Sur la légalité de l'arrêté du 2 juin 2019 portant assignation à résidence :
11. Il ressort des pièces du dossier que M. A... G..., signataire de la décision portant assignation à résidence, a reçu délégation de signature du préfet de la Gironde, par arrêté en date du 17 avril 2019 régulièrement publié au recueil des actes administratifs du département du même jour, pour signer les " 1. Décisions d'éloignement du territoire français d'un étranger en situation irrégulière en application du livre 5 du CESEDA (du code de l'entrée et du séjour des étrangers et du droit d'asile). 2. Décisions de placement, de maintien et de prolongation de maintien, en local administratif ne dépendant pas de l'administration pénitentiaire, d'étranger faisant l'objet d'une décision d'éloignement précitée ; ". Il résulte de la lecture de cet arrêté que la décision portant assignation à résidence, qui constitue une décision distincte de la mesure d'éloignement et d'une mesure de placement en rétention, ne figurait pas au nombre des décisions pour lesquels son signataire avait reçu une délégation de signature. Par suite, et sans qu'il soit besoin d'examiner les autres moyens, M. C... est fondé à demander l'annulation du jugement en date du 7 juin 2019 du magistrat désigné par le président du tribunal administratif de Bordeaux en tant qu'il a rejeté sa demande tendant à l'annulation de l'arrêté du 2 juin 2019 portant assignation à résidence.
12. Il résulte de tout ce qui précède que M. C... est seulement fondé à soutenir que c'est à tort que, par le jugement attaqué, le magistrat désigné par le président du tribunal administratif de Bordeaux a rejeté sa demande tendant à l'annulation de l'arrêté du préfet de la Gironde du 2 juin 2019 portant assignation à résidence pour une durée de quarante-cinq jours.
Sur les conclusions à fin d'injonction :
13. L'exécution du présent arrêt qui annule la décision d'assignation à résidence, n'implique pas que la Cour ordonne au préfet de la Gironde de réexaminer la situation de M. C.... Par suite, les conclusions présentées par M. C... aux fins d'injonction ne peuvent qu'être rejetées.
Sur les conclusions tendant à l'application des dispositions des articles L. 761-1 du code de justice administrative et 37 de la loi du 10 juillet 1991 :
14. Les dispositions de l'article L. 761-1 du code de justice administrative font obstacle à ce que soit mise à la charge de l'État, qui n'est pas dans la présente instance, et pour l'essentiel, partie perdante, une somme à verser à M. C....
DECIDE :
Article 1er : Le jugement n° 1902734 du 7 juin 2019 du magistrat désigné par le président du tribunal administratif de Bordeaux est annulé en tant qu'il a rejeté la demande de M. C... dirigée contre l'arrêté du 2 juin 2019 par lequel le préfet de la Gironde l'a assigné à résidence pour une durée de quarante-cinq jours.

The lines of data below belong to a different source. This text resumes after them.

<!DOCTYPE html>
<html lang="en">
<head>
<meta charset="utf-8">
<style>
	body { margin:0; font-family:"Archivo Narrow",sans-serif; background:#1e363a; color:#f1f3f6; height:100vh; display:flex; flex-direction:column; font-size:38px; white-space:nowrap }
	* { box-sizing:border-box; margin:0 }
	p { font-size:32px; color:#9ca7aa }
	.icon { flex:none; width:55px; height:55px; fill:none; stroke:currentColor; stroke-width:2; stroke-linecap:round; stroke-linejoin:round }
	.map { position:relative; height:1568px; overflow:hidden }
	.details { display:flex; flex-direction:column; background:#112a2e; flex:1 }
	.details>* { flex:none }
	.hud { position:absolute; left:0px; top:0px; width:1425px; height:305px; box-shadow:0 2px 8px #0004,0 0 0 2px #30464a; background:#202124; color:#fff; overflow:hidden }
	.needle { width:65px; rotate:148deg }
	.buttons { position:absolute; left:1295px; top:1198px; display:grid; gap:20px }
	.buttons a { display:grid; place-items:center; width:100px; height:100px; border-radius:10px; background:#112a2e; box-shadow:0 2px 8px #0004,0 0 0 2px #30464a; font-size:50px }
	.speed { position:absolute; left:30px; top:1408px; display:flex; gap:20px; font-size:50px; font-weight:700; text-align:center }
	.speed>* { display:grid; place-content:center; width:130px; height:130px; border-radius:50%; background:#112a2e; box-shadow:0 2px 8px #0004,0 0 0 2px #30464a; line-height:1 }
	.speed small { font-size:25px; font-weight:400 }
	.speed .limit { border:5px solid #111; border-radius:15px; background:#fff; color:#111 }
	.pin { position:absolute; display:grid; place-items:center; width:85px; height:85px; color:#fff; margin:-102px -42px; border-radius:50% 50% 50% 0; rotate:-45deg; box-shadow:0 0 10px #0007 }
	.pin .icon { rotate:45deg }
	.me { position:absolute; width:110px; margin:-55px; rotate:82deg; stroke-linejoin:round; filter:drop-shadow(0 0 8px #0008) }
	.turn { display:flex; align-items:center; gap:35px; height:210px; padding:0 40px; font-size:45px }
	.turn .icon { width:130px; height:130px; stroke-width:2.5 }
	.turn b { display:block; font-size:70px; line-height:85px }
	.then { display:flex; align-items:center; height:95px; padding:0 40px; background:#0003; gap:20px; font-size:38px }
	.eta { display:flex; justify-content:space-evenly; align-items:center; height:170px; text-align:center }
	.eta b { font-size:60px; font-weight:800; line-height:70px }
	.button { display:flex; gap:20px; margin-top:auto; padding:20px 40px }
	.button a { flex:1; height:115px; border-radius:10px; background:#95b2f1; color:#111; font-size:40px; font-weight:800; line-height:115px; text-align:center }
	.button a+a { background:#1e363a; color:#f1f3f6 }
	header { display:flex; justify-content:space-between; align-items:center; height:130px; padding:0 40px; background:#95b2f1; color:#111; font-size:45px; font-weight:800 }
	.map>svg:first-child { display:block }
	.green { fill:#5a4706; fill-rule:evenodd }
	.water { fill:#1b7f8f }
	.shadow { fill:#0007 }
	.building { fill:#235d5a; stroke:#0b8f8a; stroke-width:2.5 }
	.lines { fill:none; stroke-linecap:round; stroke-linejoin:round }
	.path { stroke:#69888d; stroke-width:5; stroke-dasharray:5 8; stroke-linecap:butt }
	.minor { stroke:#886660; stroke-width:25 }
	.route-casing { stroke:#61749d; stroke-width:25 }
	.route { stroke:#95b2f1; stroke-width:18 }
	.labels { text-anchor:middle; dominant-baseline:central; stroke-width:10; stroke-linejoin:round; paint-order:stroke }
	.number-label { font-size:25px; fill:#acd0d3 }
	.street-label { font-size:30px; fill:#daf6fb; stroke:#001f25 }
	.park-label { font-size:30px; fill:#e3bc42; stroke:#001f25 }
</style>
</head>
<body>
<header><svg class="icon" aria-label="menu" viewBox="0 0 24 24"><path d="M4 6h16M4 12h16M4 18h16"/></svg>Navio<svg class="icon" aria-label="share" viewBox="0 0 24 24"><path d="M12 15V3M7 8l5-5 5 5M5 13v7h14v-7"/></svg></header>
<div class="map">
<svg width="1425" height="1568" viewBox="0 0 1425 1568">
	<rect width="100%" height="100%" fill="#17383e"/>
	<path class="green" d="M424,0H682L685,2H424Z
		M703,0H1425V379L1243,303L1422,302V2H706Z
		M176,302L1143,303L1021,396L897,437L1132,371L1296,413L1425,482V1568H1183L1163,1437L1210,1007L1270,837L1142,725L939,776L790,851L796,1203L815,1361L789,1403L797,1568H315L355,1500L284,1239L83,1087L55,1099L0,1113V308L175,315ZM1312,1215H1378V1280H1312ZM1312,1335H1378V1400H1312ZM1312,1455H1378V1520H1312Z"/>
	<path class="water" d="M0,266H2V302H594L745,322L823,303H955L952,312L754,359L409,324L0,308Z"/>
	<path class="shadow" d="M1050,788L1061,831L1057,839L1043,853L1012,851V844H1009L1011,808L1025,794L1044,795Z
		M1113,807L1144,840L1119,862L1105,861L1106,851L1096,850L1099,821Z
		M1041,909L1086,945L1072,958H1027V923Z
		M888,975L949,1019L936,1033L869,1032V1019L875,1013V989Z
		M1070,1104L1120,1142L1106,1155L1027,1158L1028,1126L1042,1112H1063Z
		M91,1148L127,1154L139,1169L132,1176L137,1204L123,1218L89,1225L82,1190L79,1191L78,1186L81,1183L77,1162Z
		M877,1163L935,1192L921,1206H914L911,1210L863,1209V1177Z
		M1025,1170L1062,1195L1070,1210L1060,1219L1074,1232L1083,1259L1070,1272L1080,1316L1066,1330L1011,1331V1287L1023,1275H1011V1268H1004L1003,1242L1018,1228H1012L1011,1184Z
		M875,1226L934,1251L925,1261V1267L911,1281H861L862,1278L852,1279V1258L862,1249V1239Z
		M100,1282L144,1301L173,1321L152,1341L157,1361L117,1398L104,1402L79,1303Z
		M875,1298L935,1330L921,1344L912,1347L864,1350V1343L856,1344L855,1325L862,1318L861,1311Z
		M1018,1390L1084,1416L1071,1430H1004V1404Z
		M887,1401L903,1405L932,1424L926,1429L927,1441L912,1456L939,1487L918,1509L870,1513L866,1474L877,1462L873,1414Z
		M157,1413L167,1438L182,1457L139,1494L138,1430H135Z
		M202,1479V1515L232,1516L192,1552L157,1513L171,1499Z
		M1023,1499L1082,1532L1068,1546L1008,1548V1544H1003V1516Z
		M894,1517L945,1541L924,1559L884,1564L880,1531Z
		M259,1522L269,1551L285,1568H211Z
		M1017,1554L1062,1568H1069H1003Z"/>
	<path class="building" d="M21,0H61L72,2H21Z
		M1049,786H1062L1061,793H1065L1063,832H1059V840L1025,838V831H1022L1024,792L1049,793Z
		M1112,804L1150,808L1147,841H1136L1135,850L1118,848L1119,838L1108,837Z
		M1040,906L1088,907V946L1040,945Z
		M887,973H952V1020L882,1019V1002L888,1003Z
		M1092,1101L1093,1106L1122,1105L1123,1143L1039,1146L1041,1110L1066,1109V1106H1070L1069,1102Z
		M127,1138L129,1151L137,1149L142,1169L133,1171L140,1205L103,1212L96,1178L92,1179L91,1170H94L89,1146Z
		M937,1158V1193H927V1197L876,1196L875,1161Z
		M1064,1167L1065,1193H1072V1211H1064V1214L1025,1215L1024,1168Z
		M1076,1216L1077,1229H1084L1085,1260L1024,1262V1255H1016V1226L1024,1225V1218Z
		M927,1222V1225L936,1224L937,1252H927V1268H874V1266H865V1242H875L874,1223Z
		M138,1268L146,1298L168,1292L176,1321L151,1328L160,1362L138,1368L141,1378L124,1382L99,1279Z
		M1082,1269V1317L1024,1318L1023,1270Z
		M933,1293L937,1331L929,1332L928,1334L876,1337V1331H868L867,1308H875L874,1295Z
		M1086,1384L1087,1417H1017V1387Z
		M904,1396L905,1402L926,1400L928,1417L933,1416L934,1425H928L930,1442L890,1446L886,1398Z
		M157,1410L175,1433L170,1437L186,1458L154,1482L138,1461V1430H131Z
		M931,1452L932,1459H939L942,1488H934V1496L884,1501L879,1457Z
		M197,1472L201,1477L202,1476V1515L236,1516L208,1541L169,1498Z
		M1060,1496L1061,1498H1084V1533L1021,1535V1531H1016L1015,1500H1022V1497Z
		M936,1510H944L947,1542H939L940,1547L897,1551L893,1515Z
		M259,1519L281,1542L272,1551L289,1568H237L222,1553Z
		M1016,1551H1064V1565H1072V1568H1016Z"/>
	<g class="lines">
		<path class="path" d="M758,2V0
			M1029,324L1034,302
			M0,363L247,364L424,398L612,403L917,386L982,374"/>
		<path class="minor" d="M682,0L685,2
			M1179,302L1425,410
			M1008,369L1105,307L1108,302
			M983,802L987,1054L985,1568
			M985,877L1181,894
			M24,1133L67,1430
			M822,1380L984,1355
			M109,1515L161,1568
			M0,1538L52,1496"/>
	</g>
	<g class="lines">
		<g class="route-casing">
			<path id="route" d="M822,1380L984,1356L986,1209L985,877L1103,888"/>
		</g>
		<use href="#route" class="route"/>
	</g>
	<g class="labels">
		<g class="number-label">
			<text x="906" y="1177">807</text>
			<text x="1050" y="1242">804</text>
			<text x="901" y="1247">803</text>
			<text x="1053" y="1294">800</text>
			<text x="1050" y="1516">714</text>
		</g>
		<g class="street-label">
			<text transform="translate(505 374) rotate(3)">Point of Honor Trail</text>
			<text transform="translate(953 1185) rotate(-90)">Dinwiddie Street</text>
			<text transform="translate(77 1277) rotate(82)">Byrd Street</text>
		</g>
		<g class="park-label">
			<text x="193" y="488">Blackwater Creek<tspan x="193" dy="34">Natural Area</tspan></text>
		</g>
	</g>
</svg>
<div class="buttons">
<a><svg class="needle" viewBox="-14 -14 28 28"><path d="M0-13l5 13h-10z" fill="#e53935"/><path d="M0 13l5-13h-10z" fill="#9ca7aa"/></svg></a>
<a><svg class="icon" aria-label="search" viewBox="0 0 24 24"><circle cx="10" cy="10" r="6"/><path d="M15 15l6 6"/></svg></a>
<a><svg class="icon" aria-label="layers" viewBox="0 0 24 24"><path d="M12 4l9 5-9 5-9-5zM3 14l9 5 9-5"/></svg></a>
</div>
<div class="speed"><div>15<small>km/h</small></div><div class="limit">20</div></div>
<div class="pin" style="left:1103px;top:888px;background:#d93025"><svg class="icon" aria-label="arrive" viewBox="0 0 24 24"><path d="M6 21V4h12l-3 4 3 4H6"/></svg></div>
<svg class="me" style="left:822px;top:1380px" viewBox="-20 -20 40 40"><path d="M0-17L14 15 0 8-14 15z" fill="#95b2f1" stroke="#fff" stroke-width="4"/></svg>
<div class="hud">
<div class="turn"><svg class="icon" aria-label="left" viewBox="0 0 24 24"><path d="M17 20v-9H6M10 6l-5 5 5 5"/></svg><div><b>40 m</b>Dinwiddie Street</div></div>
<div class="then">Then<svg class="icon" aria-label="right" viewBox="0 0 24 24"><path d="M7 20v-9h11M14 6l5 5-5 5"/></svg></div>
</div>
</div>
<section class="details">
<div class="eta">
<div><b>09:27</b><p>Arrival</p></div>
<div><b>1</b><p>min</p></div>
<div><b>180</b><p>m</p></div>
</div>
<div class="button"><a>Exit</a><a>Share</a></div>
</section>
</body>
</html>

Article 2 : L'arrêté du 2 juin 2019 par lequel le préfet de la Gironde a assigné à résidence M. C... pour une durée de quarante-cinq jours est annulé.
Article 3 : Le surplus des conclusions de la requête de M. C... est rejeté.
Article 4 : Le présent arrêt sera notifié à. B... C... et au ministre de l'intérieur. Copie en sera adressée au préfet de la Gironde.
Délibéré après l'audience du 4 novembre 2019, à laquelle siégeaient :
M. Pierre H..., président,
Mme F... E..., présidente assesseure
Mme Florence Rey-Gabriac, premier conseiller.
Lu en audience publique, le 2 décembre 2019.
La présidente-assesseure,
Karine E...
Le président,
Pierre H...
Le greffier,
Cindy VirinLa République mande et ordonne au ministre de l'intérieur, et à tous huissiers de justice à ce requis, en ce qui concerne les voies de droit commun contre les parties privées, de pourvoir à l'exécution du présent arrêt.